Now, I’ll just drop observations if AllHomes_Tier1 is missing.

uw.dropna(subset = ['AllHomes_Tier1'], axis = 0)

	RegionType	RegionName	StateName	MSAName	AllHomes_Tier1	AllHomes_Tier2	AllHomes_Tier3	AllHomes_AllTiers	UWHomes_Tier1	UWHomes_Tier2	...	UWHomes_TotalValue_Tier3	UWHomes_TotalValue_AllTiers	UWHomes_MedianValue_AllTiers	AllHomes_Tier1_ShareUW	AllHomes_Tier2_ShareUW	AllHomes_Tier3_ShareUW	AllHomes_AllTiers_ShareUW	UWHomes_ShareInTier1	UWHomes_ShareInTier2	UWHomes_ShareInTier3
0	Nation	United States	NaN	NaN	35461549.0	35452941.0	35484532.0	106399022.0	594672.0	542681.0	...	5.974490e+11	9.159540e+11	310306.0	0.016769	0.015307	0.020458	0.017512	0.319149	0.291246	0.389605
1	State	Alabama	Alabama	NaN	546670.0	520247.0	491300.0	1558217.0	2890.0	2766.0	...	2.583039e+09	3.578203e+09	270254.0	0.005287	0.005317	0.010271	0.006868	0.270043	0.258456	0.471501
2	State	California	California	NaN	3060171.0	3076238.0	3169584.0	9305993.0	8090.0	14266.0	...	2.666638e+10	4.449536e+10	860373.0	0.002644	0.004637	0.005611	0.004313	0.201550	0.355415	0.443035
3	State	Connecticut	Connecticut	NaN	333904.0	334688.0	336254.0	1004846.0	4434.0	3807.0	...	8.689480e+09	1.152170e+10	442036.0	0.013279	0.011375	0.021677	0.015455	0.285512	0.245138	0.469350
4	State	Delaware	Delaware	NaN	102983.0	127573.0	127983.0	358539.0	4105.0	2574.0	...	1.498013e+09	2.801847e+09	241344.5	0.039861	0.020177	0.025675	0.027793	0.411942	0.258304	0.329754
...	...	...	...	...	...	...	...	...	...	...	...	...	...	...	...	...	...	...	...	...	...
2605	Zip	98592	Washington	NaN	464.0	470.0	493.0	1427.0	8.0	29.0	...	7.340711e+07	8.271541e+07	436490.5	0.017241	0.061702	0.273834	0.120533	0.046512	0.168605	0.784884
2606	Zip	98595	Washington	NaN	558.0	571.0	598.0	1727.0	119.0	104.0	...	1.376119e+07	4.036570e+07	131441.0	0.213262	0.182137	0.095318	0.162131	0.425000	0.371429	0.203571
2607	Zip	98612	Washington	NaN	365.0	376.0	409.0	1150.0	91.0	79.0	...	1.440674e+07	5.028400e+07	230495.0	0.249315	0.210106	0.092910	0.180870	0.437500	0.379808	0.182692
2608	Zip	32081	Florida	NaN	1318.0	1328.0	1350.0	3996.0	91.0	42.0	...	9.111212e+07	1.325055e+08	385196.0	0.069044	0.031627	0.097778	0.066316	0.343396	0.158491	0.498113
2609	Zip	33578	Florida	NaN	5975.0	4537.0	3232.0	13744.0	8.0	6.0	...	5.685202e+07	5.911551e+07	363355.0	0.001339	0.001322	0.038366	0.010041	0.057971	0.043478	0.898551

2610 rows × 24 columns

Nothing gets dropped, since there were no missing values.

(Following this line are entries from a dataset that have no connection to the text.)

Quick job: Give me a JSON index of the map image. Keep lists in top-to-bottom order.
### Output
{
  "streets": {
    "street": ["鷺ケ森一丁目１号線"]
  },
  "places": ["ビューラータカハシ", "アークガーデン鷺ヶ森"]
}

Unique and missing values are important. So is the idea of duplicates. Does a row (an observation) contain the same values as another row? That could be all of the values across all of the variables, or just a particular column (e.g. ticker), or a set of columns (e.g. ticker and date).

We can see if our data has any duplicates by using .duplicated() from pandas.

You can read more here.

I’m going to filter my data to only include RegionType='Zip' and then look for duplicate Zip codes. The Zip codes are found in RegionName. I’ll save this to a new DataFrame called dupes. The argument keep='first will keep the first duplicate, if any.

I am then going to mask my subset of the uw data. So, I filter to get just Zip codes. Then, I mask on the dupes DataFrame. This DataFrame is just an array of True/False values. By masking, I’m telling Python to only keep values that are True. There are no True values, so no duplicate Zips and the resulting DataFrame is empty.

dupes = uw[uw['RegionType'] == 'Zip'].duplicated(subset=['RegionName'], keep='first')

uw[uw['RegionType'] == 'Zip'][dupes]

	RegionType	RegionName	StateName	MSAName	AllHomes_Tier1	AllHomes_Tier2	AllHomes_Tier3	AllHomes_AllTiers	UWHomes_Tier1	UWHomes_Tier2	...	UWHomes_TotalValue_Tier3	UWHomes_TotalValue_AllTiers	UWHomes_MedianValue_AllTiers	AllHomes_Tier1_ShareUW	AllHomes_Tier2_ShareUW	AllHomes_Tier3_ShareUW	AllHomes_AllTiers_ShareUW	UWHomes_ShareInTier1	UWHomes_ShareInTier2	UWHomes_ShareInTier3

0 rows × 24 columns

We can use drop_duplicates() to look at our data and drop rows that are duplicate observations. We use the subset= argument to tell it what columns to look at for duplicates. We can leave out this argument if we want to look across all columns.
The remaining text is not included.